Leading change in venture capital, so it can change the world

Kookai profile
Posted 2021-04-30
Kookai Chaimahawong (MBA ’19) is a social innovator-turned-investor with a talent for identifying early-stage companies that are designing solutions to solve some of the world’s most pressing challenges. By leveraging her career experience with the United Nations and social entrepreneurship, she became a venture capitalist with a focus on environmental and social sustainability.

Kookai has long viewed business as a vehicle for tackling local and global challenges and making the world a better place. In Thailand, she worked for a number of social enterprises and NGOs, including the United Nations Development Programme (UNDP). When tasked with promoting the UN Sustainable Development Goals (SDGs), she successfully signed up 17 of Thailand’s largest corporations and celebrities to publicly support the 17 goals for a more sustainable future.

Another UN project allowed her to showcase her entrepreneurial talents by launching a sustainable tourism project to support endangered communities in Bangkok by preserving their traditions and improving livelihoods through tourism. Although her work was making a positive impact, Kookai wanted to take bigger and bolder steps to tackle sustainability.

“When I worked for the UN, I would speak with corporations and ask them to donate to initiatives and NGOs to support their causes. The work involved funnelling money from corporations to projects that needed resources, but the pool of capital they received felt relatively insignificant and it was not sustainable,” she says.

Changing tactics

Kookai decided she could have a bigger impact if she got companies to invest in—not merely donate to—organizations that develop solutions for today’s environmental and social challenges and also run sustainable business models. But having studied social sciences at university, she decided to return to school to learn more about business.

"I chose to do my MBA at UBC Sauder because of its focus on sustainability. It wasn't a typical MBA, it was more comprehensive. There was entrepreneurship, sustainable financing and other courses that would leverage my work with the UN and equip me to make an impact in the world.”

Looking back on her classroom experience, she says her cohort and professors expanded her vision of what was possible.

"Justin Bull taught Innovation and Sustainability and got me thinking about what businesses can do better and what frameworks we can develop to help companies inspire social change. He helped me see a middle path, where social impact can be the core function of a venture capital investor.”

Kookai leveraged her work with organizations like the UNDP to identify investment opportunities for high-potential social startups.


Practicing responsible business

Today, Kookai works for Pangea Ventures, a venture capital firm that invests in start-up companies utilizing science and engineering to develop solutions to address climate change, food and water security, waste recycling and other environmental challenges.

After initially landing an internship and demonstrating that she had a sharp eye for identifying high-potential ventures, she was offered a full-time position.

"At the time I was hired, Pangea Ventures realized they made investments to create some sort of impact, but they hadn’t found a way to measure that impact or create a narrative for why their high-impact investments would deliver high returns,” she says.

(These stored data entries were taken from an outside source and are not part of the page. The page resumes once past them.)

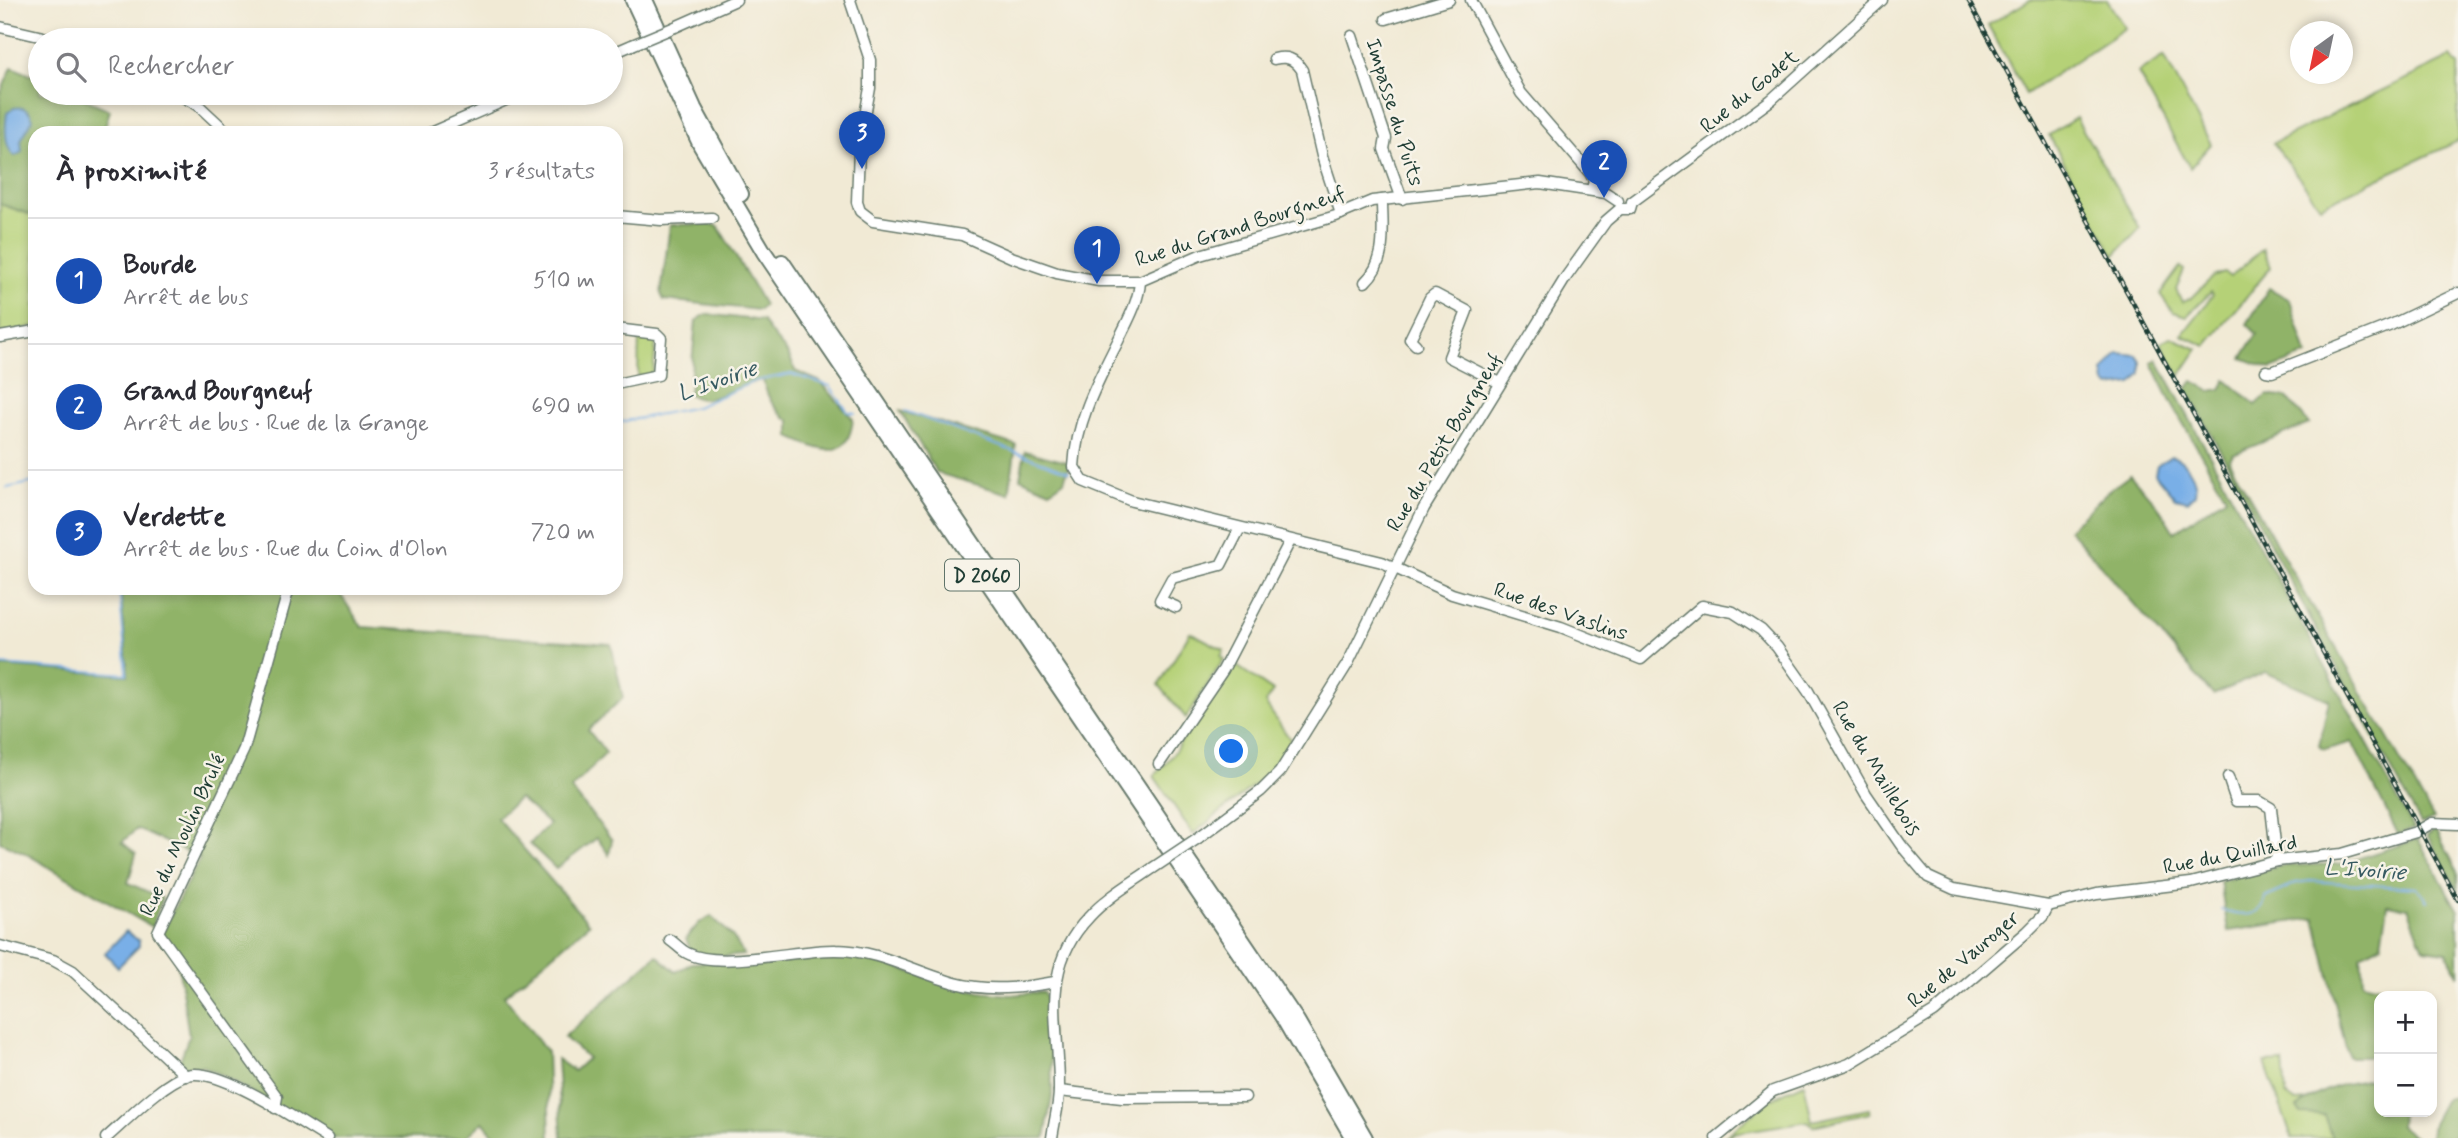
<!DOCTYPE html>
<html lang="fr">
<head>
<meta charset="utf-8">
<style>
  :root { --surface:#fff; --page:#f2f2f3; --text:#2b2b33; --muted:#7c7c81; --line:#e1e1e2; --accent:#b5179e }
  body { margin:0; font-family:Mynerve,sans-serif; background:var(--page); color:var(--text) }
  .controls { position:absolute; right:21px; bottom:21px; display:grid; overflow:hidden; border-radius:14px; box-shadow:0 4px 10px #0003 }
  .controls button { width:63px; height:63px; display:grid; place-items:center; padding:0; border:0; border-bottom:2px solid var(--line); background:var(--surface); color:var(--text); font:35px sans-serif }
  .compass { position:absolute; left:2290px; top:21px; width:63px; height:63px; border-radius:50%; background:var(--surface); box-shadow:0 4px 10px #0003; rotate:213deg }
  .you { position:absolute; left:1232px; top:752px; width:24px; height:24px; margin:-18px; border:5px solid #fff; border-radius:50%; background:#1a73e8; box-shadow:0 0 0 10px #1a73e833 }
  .badge { display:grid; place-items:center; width:46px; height:46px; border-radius:50%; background:var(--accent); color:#fff; font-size:23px; font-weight:700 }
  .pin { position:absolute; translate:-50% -58px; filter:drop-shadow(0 2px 4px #0008) }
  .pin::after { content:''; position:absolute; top:37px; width:24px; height:21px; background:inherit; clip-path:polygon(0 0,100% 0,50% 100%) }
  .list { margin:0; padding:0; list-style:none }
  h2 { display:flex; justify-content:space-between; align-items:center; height:91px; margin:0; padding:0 28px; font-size:30px }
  h2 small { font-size:23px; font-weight:400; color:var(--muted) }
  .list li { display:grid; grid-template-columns:46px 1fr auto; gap:21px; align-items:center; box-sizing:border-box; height:126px; padding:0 28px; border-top:2px solid var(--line) }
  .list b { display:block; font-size:26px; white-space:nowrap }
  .list p { margin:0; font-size:23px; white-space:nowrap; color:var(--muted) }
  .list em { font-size:23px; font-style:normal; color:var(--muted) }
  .icon { flex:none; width:38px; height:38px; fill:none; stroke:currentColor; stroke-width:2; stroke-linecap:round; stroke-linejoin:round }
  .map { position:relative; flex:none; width:2458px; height:1138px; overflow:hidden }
  .search { position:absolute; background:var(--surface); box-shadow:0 4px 10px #0003; left:28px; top:28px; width:595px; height:77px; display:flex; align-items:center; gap:18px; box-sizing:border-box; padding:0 24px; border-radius:38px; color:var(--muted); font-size:26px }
  .panel { position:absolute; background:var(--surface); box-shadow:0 4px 10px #0003; left:28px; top:126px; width:595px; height:469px; border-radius:21px }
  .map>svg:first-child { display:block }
  .green { fill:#b5d177; stroke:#6a8756; stroke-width:2 }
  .forest { fill:#90b368; stroke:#58784e; stroke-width:2 }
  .water { fill:#79afe7; stroke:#4c768e; stroke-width:2 }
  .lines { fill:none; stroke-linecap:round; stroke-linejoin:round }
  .stream { stroke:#79afe7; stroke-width:2 }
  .minor-casing { stroke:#687a6c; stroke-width:13 }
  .highway-casing { stroke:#687a6c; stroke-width:18 }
  .minor { stroke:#fff; stroke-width:10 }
  .highway { stroke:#fff; stroke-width:14 }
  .rail-casing { stroke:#1f3d34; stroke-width:4.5 }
  .rail { stroke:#f7f3e8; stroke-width:2; stroke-dasharray:5; stroke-linecap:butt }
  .minor-bridge-casing { stroke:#687a6c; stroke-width:13; stroke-linecap:butt }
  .minor-bridge { stroke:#fff; stroke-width:10 }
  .labels { text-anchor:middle; stroke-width:5; stroke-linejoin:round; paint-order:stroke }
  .shield { fill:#f7f3e8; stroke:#60746a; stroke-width:2 }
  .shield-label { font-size:19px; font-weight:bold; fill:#1f3d34 }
  .street-label { font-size:21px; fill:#1f3d34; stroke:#f7f3e8 }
  .water-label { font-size:23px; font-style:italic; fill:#365a61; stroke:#f7f3e8 }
</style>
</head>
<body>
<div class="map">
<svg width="2458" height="1138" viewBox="0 0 2458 1138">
  <rect width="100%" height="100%" fill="#f7f3e8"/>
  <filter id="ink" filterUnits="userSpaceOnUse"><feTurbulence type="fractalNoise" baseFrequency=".0143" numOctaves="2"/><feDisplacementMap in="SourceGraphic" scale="14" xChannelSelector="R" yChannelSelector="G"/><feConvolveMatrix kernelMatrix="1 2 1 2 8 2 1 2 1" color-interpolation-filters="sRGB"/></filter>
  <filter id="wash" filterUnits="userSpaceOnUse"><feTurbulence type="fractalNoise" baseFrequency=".00686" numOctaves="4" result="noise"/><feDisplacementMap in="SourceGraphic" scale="28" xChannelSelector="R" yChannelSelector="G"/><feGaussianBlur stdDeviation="1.57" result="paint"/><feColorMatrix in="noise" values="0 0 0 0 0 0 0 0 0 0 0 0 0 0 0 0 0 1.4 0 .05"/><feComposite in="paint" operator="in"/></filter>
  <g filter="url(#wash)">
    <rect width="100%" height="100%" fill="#f1ead5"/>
    <g class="green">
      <path d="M2030,0H2107L2125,28L2026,94L1988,25Z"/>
      <path d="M2164,56L2211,144L2190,168L2138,73Z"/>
      <path d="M2451,57L2458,66V141L2320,206L2273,143Z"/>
      <path d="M2076,118L2140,228L2114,256L2049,135Z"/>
      <path d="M0,204L35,216V326L0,334Z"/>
      <path d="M2263,249L2271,267L2206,346L2182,335L2213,295L2211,292L2187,316L2173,312L2160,294L2180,267L2184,270L2176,290L2182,302C2201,297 2203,277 2225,273L2230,277Z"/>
      <path d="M639,336L656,341L653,373L638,377Z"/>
      <path d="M2171,337L2198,349L2180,376L2161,343Z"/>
      <path d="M1190,632L1224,650L1221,657L1224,659L1186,718L1159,685Z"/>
      <path d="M1231,662L1273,691L1265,703L1292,742L1269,773L1193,834L1154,776L1172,756Z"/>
      <path d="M2283,1062L2286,1095L2296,1102L2306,1101L2298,1108L2324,1115L2332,1138H2292L2265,1063Z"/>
      <path d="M1804,1083L1812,1121L1869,1109L1870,1113L1813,1126L1808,1121L1733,1133L1724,1138L1769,1100Z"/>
    </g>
    <g class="forest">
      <path d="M12,67L40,79V93H71L110,110L103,133H35V216L0,204V94Z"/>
      <path d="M709,224L718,226L764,305L759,310L664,300L661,294L670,225Z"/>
      <path d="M2269,288L2290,300L2307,355L2271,369L2242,358L2257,334L2247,324Z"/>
      <path d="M706,314L763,321C775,344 787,344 795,371L821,382L853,419C848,464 819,450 790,437V421C774,409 768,400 763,380C739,382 710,410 689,394L696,321Z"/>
      <path d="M2157,359L2414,829L2398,834L2352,742L2325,750L2319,746L2329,700L2265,672L2213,695L2069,529L2107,492L2130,475L2158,506L2174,532L2226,497L2173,406L2152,363Z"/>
      <path d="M2226,380L2256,405L2267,395L2287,398L2309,424L2233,454L2229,461L2434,819L2421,824L2187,389L2193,381L2210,391L2221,389Z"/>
      <path d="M900,411L1016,445L1009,494L937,473Z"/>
      <path d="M1025,451L1067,462L1069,465L1064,481L1050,491L1020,478Z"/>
      <path d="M120,588H336L362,627L611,644L623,698L588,730L606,753L571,789L612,840L609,855L597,838L556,869L530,844L549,824L519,798L497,818L589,924L504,996L547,1052L550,1138H494L495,1136L483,1122L465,1138H333L223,1076L202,1066L188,1068L179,1063L189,1036L177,957L161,934L200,858L137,829L122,842L136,854L128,883L162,898L152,927L23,852L0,842V666L128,675Z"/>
      <path d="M2436,830L2458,872V890L2427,835Z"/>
      <path d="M2418,839L2458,911V976L2447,952L2424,949L2408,908L2388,905L2382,944L2361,955L2363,982L2396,990L2397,996H2379V1057H2348L2315,918L2228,931L2220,881L2280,866L2341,864Z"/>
      <path d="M711,916L733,937L744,955L713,957L691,952L686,939L699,923Z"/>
      <path d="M657,955L676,972L692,963L852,955L980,992L1011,995L1043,992L1046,996L1051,1043L1052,1096L1045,1138H562L557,1059L574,1071L588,1058L564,1037Z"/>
      <path d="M2378,1078L2379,1112H2401L2400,1126L2416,1138H2332L2324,1115L2301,1114L2297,1108C2323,1087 2346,1083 2378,1078Z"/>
      <path d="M2458,1096V1127L2453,1138H2430L2432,1123L2445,1099Z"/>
    </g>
    <g class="water">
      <path d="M14,108C24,106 30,110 33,119L21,140L22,152L15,156C4,149 5,126 7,113Z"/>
      <path d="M2118,353L2137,355L2141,361V373L2132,384L2110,387L2105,383L2103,372Z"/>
      <path d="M2171,456C2186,460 2198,478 2195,494L2188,501L2175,498L2155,474L2157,465Z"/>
      <path d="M126,931L139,941V946L118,967L105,953Z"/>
    </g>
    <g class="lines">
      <g class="stream">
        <path d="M905,411L1069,472"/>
        <path d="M616,423L696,407L755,381L791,374L830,386L848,412L855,413"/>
        <path d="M7,488L35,482"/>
        <path d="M0,665L127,674L119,588"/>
        <path d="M2221,910C2237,916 2260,920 2266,898L2296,883L2310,881L2417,888L2427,901"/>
      </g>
    </g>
  </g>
  <g filter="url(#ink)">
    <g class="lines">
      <g class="minor-casing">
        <g id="minor">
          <path d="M850,0L870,60V88L859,149L857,202L860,211L873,221L962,235L1011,257L1057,273L1099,281H1140L1200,255L1336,216L1372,201L1540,183L1606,193L1618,201"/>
          <path d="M1471,0L1521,93L1590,173L1594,180L1592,190"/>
          <path d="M1386,19L1449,0"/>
          <path d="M0,27L56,40"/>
          <path d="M675,27L736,0"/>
          <path d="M1352,36L1386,138L1384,149L1402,199"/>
          <path d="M611,54L632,45"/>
          <path d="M1274,59C1287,56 1294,58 1302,70L1322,156L1341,214"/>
          <path d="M176,93L198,105L228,133"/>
          <path d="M430,133L522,93"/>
          <path d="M1632,202L1771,100L1882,0"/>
          <path d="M616,216L661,220L712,218"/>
          <path d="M1140,281C1139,302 1127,322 1118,341C1098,381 1076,421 1074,467L1083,481L1132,501L1382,562L1452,594L1561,627L1641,659L1702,606L1733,612L1761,630L1777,647L1808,691L1866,794L1901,845L1928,877L1954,889L2048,906L2097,894L2191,883L2277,861L2342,854L2416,832L2432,823L2458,824"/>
          <path d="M1365,282C1388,260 1382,229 1382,200"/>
          <path d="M616,329L657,334L661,338L658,375L616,384"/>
          <path d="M0,337L35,331"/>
          <path d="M1416,345L1410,339L1430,298L1435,294L1467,311L1449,357L1500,383"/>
          <path d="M2266,371L2272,372L2391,325L2458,293"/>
          <path d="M1176,607L1160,600L1172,578L1221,565L1240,528"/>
          <path d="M1159,764L1223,670L1290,541"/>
          <path d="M2228,777L2236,801H2259L2271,808L2277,861"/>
          <path d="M1198,838L1261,791L1280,772L1348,663L1424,508L1566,277L1606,221L1620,209H1630L1632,202"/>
          <path d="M670,940C676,944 681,950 687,953C720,970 798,949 836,950C878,950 915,972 955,983C988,992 1022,988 1055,982"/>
          <path d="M0,946L53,960L73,971L186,1076"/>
          <path d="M1059,1091L1122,1098L1245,1097"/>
          <path d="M275,1108L277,1097L158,932L244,749L289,588"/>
          <path d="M106,1138C127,1120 162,1083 187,1075C219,1066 298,1121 327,1138"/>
          <path d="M1052,1138C1054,1122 1059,1106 1059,1090C1060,1026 1038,970 1089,917C1107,897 1132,883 1153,868"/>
          <path d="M1716,1138L1773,1091L1849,1064L1934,1012L2027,932L2043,916L2048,906"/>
        </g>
      </g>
      <g class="highway-casing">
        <g id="highway">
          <path d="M633,0L701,146L764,252L1282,1016L1353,1138"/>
          <path d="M645,0L694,108L741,194"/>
          <path d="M782,262L1297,1021L1365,1138"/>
        </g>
      </g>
      <use href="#minor" class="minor"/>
      <use href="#highway" class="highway"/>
      <g class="rail-casing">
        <path id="rail" d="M1968,0L2458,900"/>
      </g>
      <use href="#rail" class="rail"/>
      <g class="minor-bridge-casing">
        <g id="minor-bridge">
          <path d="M632,45L675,27"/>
          <path d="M1153,868L1198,838"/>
        </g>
      </g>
      <use href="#minor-bridge" class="minor-bridge"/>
    </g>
  </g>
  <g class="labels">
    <rect class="shield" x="945" y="559.5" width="74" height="31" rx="5"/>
    <g class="shield-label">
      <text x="982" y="582">D 2060</text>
    </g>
    <g class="street-label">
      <text transform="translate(1749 91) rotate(-39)" y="7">Rue du Godet</text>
      <text transform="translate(1395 112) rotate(73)" y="7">Impasse du Puits</text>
      <text transform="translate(1240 226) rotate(-18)" y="7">Rue du Grand Bourgneuf</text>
      <text transform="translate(1444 442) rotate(-59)" y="7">Rue du Petit Bourgneuf</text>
      <text transform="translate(1561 611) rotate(19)" y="7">Rue des Vaslins</text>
      <text transform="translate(1877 768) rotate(59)" y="7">Rue du Maillebois</text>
      <text transform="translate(182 835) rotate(-65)" y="7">Rue du Moulin Brulé</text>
      <text transform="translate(2230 854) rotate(-11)" y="7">Rue du Quillard</text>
      <text transform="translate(1963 959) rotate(-40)" y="7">Rue de Vauroger</text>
    </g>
    <g class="water-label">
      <text transform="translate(717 380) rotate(-19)" y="8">L'Ivoirie</text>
      <text transform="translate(2365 869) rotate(4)" y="8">L'Ivoirie</text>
    </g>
  </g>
</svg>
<div class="controls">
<button>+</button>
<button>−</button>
</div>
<svg class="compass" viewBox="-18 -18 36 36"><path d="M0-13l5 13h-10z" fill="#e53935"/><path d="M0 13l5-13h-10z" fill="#7c7c81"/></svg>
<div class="you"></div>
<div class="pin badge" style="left:1097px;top:284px;background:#1a4fb4">1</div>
<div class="pin badge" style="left:1604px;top:198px;background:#1a4fb4">2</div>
<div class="pin badge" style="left:862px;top:169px;background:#1a4fb4">3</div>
<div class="search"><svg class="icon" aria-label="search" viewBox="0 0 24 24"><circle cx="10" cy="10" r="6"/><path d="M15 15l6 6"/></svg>Rechercher</div>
<section class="panel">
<h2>À proximité<small>3 résultats</small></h2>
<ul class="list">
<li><span class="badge" style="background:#1a4fb4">1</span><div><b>Bourde</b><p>Arrêt de bus</p></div><em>510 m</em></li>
<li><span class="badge" style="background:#1a4fb4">2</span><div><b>Grand Bourgneuf</b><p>Arrêt de bus · Rue de la Grange</p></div><em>690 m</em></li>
<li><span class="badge" style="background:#1a4fb4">3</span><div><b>Verdette</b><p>Arrêt de bus · Rue du Coin d'Olon</p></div><em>720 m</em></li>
</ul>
</section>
</div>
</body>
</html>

Kookai quickly took on the role of measuring impact and creating reports to monitor and maximize the company’s investments. Leveraging her past experience with the UN, she helped Pangea Venture use the SDGs as a framework to track and measure the impact their portfolio companies are having on the world.

"My work is actually similar to what I did with the UN in Thailand. I'm looking for companies that are developing products and solutions to solve world problems. The difference is, I am not just providing them with capital in the form of donations, but I am investing in fast-growth start-ups with clear revenue models. These sustainable solutions may eventually be acquired and implemented by large corporations, which in return, generate our returns on investments.”

Kookai is not just financing sustainable startups, she’s also recasting the image of venture capitalists from profit-maximizing platforms to sustainability leaders. Some of her investments to date include Hazel Technologies, a startup that's extending the shelf life of fresh produce to reduce waste; and Tidal Vision, which upcycles fish and seafood waste into an eco-friendly product for building materials and other industrial applications.

Kookai at UBC
"I chose to do my MBA at UBC Sauder because of its focus on sustainability. It wasn't a typical MBA, it was more comprehensive,” says Kookai.


Each job is a stepping stone

Kookai hopes her career story will help others see that there is no one path to finding that dream job.

“My past experience seemed like the opposite spectrum of VCs, but the two ends of ‘impact’ and ‘investing’ were starting to merge at the time I was hired. It was partly being in the right place at the right time, but I also believe I landed my dream job because I already had a vision that this was what I am meant to do.”

With her MBA credentials and unique skillset, Kookai is enjoying her career in finance as a bridge between investors and entrepreneurs who share a vision of a cleaner planet and better world.